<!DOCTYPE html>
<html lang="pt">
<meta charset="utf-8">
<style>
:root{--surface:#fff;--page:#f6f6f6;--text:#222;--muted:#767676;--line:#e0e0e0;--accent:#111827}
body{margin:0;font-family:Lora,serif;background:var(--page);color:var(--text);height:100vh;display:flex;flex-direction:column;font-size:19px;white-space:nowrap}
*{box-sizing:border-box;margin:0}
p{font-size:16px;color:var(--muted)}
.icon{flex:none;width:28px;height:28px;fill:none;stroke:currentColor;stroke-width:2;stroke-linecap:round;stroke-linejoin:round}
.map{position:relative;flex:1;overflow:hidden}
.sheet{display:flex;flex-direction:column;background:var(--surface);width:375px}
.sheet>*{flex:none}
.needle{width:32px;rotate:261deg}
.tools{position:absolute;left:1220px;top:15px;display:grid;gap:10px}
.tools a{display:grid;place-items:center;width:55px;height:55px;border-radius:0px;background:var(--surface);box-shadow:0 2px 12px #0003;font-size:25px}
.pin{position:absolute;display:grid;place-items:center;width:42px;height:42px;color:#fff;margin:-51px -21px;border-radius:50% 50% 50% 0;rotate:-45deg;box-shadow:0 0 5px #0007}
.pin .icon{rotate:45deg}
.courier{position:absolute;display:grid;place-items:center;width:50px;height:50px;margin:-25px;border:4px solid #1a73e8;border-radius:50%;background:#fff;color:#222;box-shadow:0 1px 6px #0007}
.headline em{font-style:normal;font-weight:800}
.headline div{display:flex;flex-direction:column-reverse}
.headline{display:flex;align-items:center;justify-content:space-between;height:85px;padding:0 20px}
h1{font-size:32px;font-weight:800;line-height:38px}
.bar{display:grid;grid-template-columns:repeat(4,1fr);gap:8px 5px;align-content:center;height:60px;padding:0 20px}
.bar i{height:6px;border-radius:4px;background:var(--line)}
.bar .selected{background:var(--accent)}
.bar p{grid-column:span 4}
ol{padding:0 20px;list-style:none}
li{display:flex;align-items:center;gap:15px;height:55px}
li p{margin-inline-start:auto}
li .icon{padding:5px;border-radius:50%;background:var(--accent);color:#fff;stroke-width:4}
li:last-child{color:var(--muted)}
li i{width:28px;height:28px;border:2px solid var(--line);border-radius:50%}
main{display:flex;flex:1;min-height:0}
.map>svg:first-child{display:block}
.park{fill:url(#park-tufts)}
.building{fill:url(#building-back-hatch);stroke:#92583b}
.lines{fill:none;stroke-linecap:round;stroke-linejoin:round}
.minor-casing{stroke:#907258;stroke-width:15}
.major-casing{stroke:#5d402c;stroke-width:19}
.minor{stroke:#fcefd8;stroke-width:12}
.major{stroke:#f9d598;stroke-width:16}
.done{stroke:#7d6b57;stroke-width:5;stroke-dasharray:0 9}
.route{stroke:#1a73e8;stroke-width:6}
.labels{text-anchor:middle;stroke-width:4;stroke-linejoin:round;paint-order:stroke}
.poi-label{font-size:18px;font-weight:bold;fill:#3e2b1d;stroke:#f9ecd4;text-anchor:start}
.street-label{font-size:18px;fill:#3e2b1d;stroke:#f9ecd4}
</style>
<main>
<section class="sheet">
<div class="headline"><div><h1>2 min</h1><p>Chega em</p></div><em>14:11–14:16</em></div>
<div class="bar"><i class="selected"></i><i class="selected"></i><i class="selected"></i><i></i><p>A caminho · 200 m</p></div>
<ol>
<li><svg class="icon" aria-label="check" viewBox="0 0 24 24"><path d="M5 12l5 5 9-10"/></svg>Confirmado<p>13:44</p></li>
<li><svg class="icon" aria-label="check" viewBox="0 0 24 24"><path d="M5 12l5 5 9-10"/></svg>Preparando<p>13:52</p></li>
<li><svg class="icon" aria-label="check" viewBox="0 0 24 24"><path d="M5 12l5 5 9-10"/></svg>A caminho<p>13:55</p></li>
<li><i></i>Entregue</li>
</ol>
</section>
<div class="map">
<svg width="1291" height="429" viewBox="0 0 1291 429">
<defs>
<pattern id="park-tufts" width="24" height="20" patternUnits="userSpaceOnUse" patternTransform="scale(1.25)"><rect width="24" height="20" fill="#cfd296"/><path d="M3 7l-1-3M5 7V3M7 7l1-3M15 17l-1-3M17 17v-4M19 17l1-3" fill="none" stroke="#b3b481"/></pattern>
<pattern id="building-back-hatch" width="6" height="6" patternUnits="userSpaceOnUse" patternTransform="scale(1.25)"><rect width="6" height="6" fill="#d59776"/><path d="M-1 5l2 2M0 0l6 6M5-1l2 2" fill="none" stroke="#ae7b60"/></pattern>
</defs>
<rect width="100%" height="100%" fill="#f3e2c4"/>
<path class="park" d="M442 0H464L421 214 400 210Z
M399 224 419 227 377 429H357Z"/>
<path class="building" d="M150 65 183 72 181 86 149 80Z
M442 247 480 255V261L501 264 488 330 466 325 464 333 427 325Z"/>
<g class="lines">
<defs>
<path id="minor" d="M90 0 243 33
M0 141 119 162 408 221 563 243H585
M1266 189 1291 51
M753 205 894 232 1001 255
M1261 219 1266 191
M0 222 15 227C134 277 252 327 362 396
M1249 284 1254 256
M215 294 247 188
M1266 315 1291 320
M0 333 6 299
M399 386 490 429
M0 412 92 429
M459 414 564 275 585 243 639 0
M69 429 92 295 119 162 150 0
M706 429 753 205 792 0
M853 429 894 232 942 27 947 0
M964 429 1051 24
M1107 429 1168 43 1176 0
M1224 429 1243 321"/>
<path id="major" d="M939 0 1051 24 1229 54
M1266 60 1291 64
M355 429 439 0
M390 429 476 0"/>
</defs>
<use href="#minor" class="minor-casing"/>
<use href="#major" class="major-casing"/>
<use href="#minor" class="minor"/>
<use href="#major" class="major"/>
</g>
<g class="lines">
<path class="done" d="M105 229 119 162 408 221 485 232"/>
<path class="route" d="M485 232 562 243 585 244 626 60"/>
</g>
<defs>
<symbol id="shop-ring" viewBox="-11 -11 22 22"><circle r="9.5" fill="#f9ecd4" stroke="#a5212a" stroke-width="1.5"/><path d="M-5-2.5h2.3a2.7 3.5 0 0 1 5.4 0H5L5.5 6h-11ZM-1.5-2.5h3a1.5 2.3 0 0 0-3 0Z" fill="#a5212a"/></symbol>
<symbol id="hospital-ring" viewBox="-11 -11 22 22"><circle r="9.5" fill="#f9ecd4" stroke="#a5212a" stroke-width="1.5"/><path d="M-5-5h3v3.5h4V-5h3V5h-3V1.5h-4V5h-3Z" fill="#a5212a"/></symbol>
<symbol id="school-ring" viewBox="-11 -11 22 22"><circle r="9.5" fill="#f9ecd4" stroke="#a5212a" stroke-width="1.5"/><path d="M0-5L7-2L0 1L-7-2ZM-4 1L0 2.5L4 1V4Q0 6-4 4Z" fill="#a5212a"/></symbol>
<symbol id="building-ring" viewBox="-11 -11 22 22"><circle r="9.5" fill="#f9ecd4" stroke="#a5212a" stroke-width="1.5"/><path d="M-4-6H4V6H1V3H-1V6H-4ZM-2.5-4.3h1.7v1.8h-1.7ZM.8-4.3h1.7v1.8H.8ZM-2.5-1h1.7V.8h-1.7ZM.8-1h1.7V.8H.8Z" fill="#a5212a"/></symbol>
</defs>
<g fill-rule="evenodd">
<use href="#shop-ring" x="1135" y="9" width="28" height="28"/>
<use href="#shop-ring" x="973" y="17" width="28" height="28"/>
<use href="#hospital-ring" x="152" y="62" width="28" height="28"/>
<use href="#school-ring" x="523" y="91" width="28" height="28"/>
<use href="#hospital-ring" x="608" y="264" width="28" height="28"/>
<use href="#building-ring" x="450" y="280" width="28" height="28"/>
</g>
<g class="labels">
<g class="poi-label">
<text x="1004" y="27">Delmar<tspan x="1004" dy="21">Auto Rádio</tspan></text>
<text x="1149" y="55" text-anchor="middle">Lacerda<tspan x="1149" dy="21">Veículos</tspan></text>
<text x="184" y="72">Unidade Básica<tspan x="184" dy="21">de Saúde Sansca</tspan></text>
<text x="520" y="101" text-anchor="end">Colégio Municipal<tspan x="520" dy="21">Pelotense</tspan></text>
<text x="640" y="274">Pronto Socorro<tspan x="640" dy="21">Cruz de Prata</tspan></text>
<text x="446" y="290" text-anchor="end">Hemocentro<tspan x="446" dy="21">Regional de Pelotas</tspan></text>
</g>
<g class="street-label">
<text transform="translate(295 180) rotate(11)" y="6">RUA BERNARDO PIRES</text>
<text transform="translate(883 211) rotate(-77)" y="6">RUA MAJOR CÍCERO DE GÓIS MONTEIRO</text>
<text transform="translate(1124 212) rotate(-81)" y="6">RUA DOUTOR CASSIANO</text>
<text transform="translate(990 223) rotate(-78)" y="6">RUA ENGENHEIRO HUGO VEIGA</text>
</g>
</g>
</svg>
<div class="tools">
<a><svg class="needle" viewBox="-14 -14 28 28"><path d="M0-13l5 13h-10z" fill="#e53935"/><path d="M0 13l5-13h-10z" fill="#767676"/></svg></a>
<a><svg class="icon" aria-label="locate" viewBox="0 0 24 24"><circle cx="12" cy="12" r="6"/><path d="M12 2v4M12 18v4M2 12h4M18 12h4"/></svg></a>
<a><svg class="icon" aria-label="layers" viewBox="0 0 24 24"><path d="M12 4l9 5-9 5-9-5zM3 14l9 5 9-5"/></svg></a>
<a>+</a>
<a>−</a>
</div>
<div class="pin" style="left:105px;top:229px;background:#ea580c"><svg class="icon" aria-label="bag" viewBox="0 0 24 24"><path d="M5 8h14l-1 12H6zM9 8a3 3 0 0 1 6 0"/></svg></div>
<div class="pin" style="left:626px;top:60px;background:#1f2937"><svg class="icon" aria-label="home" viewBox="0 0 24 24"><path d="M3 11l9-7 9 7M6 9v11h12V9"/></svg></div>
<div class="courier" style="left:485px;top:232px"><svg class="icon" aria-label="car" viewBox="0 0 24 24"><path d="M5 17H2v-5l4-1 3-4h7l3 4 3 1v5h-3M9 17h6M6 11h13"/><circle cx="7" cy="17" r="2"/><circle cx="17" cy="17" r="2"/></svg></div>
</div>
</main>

* * *

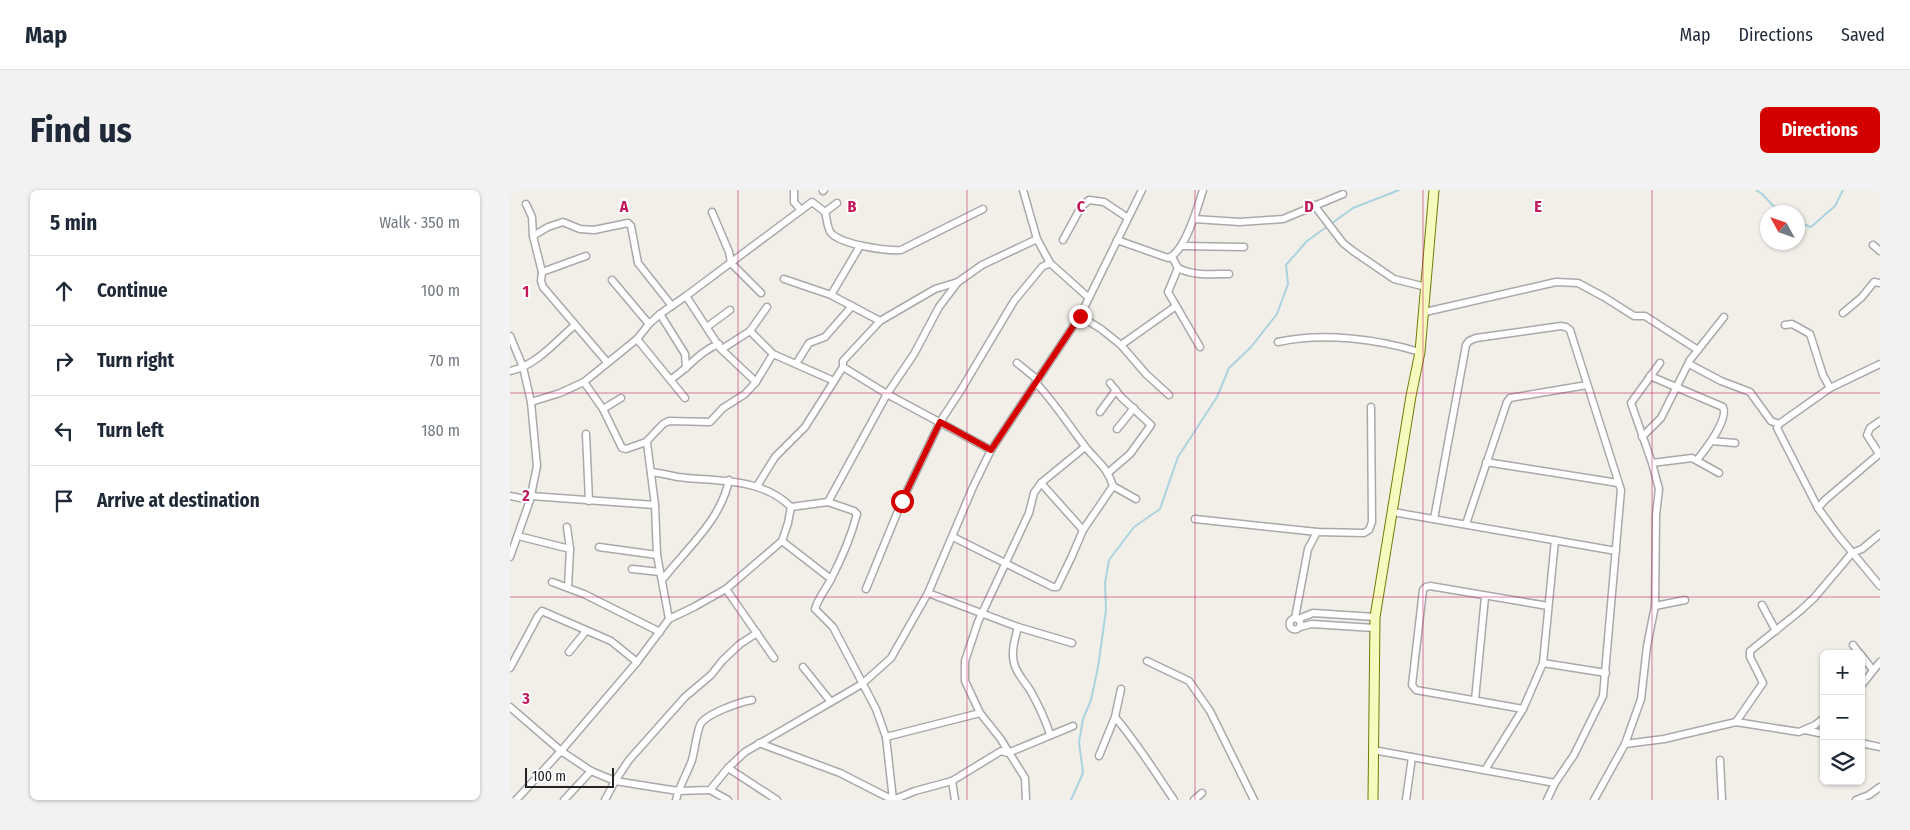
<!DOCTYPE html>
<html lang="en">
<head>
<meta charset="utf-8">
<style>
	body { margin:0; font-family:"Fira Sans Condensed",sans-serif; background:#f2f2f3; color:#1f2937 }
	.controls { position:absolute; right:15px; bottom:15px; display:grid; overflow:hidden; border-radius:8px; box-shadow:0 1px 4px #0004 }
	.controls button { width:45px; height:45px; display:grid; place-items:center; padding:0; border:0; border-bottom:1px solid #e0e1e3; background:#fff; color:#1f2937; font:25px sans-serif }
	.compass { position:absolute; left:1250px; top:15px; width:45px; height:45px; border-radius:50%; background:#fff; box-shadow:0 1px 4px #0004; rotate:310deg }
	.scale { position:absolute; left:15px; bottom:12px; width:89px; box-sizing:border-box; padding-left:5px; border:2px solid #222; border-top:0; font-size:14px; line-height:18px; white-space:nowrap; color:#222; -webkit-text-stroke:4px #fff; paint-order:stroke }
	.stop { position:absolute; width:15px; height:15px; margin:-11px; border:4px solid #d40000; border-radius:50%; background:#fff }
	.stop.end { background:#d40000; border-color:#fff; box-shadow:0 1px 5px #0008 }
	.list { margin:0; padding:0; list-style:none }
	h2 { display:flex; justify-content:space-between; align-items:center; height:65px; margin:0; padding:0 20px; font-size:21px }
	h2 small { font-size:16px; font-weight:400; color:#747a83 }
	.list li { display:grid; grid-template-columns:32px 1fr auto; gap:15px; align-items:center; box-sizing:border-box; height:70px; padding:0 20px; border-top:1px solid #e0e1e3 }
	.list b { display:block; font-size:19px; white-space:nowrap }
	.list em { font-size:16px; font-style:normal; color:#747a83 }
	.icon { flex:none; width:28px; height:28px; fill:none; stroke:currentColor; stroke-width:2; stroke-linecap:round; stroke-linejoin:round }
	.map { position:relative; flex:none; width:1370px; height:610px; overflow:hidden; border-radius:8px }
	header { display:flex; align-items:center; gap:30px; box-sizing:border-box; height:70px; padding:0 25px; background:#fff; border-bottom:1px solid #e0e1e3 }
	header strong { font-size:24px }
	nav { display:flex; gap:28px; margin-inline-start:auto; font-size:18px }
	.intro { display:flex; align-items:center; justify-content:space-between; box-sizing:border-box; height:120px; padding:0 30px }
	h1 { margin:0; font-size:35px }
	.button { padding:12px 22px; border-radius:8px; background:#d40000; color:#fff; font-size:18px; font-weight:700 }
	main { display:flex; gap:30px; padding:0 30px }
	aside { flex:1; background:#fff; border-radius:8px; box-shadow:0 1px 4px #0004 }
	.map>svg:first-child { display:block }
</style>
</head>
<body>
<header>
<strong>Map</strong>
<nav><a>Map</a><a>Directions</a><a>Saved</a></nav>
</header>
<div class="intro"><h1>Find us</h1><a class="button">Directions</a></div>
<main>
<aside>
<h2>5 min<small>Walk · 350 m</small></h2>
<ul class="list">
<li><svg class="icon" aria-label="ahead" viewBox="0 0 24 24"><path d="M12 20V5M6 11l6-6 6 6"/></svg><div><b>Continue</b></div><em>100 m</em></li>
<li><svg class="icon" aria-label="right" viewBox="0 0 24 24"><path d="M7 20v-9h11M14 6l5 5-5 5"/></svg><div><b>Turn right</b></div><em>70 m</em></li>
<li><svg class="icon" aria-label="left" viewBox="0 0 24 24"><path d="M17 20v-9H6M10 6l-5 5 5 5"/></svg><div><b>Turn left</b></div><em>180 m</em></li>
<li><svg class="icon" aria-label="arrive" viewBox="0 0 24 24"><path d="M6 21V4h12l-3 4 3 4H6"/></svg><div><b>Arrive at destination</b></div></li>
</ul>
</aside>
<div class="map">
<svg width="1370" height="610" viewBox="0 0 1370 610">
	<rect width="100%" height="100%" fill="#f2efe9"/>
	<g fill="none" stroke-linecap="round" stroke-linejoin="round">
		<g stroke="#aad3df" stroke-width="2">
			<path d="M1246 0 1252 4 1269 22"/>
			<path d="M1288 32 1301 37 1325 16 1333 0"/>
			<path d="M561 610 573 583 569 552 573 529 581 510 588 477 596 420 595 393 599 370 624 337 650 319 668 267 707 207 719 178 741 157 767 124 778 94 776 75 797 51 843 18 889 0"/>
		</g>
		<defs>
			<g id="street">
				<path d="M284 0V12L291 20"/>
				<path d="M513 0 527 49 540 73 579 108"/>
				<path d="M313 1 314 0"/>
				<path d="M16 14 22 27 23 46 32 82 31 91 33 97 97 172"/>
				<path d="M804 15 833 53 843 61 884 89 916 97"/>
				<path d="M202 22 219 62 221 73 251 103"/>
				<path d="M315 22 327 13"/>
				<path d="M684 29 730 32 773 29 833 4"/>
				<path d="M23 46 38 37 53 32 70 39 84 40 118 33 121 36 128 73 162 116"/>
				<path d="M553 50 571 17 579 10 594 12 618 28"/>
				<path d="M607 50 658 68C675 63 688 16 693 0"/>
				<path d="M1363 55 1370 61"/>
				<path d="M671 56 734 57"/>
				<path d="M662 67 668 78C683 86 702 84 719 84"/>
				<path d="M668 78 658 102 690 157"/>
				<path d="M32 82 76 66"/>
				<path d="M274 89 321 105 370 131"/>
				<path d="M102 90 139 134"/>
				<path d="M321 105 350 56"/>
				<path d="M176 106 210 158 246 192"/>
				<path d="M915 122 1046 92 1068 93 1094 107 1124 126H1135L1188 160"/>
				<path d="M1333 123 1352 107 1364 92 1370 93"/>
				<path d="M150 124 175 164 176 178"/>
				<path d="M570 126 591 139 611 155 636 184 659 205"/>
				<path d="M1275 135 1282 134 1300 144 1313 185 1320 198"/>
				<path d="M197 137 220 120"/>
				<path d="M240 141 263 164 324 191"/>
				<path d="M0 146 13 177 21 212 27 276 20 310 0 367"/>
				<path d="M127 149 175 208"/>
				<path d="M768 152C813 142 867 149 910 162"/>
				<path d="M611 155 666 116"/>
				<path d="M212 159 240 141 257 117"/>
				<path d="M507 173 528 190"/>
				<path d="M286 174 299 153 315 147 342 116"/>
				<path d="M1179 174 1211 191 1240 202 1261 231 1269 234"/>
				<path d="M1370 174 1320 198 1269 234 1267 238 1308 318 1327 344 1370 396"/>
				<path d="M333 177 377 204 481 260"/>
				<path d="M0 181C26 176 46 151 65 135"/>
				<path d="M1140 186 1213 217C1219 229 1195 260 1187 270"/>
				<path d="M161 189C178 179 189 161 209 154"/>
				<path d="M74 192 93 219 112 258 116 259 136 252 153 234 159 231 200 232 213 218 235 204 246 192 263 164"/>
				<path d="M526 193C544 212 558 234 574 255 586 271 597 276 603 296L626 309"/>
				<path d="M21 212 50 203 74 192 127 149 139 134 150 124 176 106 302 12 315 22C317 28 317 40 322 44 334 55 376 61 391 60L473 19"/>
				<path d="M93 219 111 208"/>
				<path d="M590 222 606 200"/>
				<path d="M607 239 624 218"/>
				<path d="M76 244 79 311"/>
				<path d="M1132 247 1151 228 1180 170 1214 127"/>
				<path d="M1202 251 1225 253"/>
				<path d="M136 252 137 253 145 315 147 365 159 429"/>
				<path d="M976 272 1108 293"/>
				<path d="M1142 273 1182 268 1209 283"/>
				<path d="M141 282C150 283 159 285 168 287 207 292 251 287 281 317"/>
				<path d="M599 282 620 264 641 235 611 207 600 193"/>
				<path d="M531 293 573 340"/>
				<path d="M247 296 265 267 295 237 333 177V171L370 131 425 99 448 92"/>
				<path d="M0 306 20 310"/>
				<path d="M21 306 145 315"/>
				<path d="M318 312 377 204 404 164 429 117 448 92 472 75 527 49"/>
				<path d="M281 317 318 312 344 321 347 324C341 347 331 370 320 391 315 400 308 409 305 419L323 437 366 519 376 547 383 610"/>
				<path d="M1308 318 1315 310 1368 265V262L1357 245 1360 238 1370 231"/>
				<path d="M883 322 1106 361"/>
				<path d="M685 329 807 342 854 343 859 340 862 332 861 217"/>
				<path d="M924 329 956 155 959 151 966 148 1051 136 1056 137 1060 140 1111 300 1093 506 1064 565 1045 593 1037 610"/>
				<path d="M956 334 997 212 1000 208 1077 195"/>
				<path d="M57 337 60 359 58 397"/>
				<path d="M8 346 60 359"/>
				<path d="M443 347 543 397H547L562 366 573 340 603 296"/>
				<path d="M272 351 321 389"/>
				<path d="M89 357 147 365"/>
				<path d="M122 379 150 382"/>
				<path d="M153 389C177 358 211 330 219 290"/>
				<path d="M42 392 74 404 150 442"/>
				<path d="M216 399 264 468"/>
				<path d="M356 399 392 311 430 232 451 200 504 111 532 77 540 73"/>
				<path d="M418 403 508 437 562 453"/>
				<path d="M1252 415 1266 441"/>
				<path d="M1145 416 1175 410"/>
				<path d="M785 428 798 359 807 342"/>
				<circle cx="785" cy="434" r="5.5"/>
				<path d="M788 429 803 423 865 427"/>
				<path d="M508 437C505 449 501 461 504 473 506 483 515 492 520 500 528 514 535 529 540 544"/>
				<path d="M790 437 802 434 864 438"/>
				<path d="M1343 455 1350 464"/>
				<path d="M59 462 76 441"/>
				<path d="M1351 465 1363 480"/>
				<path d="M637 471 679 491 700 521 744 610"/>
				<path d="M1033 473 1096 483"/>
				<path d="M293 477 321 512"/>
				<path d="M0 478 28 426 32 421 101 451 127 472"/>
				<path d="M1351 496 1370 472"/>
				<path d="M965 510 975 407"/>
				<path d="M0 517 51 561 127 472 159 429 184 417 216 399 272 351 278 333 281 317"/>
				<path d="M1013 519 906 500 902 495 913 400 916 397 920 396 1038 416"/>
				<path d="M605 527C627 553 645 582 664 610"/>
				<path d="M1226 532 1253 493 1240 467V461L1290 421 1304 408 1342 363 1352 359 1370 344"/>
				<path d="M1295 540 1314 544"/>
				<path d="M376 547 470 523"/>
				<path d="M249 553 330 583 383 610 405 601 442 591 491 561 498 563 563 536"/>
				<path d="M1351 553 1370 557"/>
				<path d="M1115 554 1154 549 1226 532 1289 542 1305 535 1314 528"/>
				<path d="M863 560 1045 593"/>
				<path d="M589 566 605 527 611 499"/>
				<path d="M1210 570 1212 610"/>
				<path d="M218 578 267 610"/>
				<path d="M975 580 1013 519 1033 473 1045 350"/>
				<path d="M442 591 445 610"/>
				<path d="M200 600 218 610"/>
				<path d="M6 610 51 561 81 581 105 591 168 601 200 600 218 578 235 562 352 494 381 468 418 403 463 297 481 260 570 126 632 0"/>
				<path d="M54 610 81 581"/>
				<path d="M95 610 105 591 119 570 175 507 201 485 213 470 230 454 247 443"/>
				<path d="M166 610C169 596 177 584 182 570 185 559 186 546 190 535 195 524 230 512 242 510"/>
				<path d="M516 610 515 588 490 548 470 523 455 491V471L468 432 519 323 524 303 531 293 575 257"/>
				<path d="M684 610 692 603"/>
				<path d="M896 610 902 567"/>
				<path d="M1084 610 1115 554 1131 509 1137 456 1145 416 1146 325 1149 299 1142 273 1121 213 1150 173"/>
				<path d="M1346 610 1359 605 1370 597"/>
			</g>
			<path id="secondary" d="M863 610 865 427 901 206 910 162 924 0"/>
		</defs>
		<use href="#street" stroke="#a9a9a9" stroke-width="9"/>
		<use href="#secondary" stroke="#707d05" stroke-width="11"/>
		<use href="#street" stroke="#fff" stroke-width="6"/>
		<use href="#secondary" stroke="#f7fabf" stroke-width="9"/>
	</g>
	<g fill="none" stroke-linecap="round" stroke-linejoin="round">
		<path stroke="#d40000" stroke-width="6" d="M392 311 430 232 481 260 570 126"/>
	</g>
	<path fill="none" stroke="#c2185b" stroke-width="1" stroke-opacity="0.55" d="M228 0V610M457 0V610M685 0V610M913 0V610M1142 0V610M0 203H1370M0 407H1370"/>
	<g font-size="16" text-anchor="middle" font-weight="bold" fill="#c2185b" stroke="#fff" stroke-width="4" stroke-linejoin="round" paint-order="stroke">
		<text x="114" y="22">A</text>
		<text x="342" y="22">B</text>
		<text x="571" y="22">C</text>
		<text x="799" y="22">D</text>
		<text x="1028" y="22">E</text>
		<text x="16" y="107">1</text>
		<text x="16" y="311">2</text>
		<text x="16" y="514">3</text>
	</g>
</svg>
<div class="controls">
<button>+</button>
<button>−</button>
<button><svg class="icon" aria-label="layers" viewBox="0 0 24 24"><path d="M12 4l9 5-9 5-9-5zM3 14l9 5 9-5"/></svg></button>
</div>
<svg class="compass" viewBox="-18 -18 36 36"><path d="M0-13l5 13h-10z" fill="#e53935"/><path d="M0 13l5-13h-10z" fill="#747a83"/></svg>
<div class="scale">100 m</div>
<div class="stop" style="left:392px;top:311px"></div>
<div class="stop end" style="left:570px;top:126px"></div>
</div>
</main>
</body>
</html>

* * *

In the entries above, find the line holding "position:absolute; left:15px; bottom:12px;" and the line holding "position:absolute; width:15px; height:15px;"; print both of them and every line between, exactly, and nothing else.

	.scale { position:absolute; left:15px; bottom:12px; width:89px; box-sizing:border-box; padding-left:5px; border:2px solid #222; border-top:0; font-size:14px; line-height:18px; white-space:nowrap; color:#222; -webkit-text-stroke:4px #fff; paint-order:stroke }
	.stop { position:absolute; width:15px; height:15px; margin:-11px; border:4px solid #d40000; border-radius:50%; background:#fff }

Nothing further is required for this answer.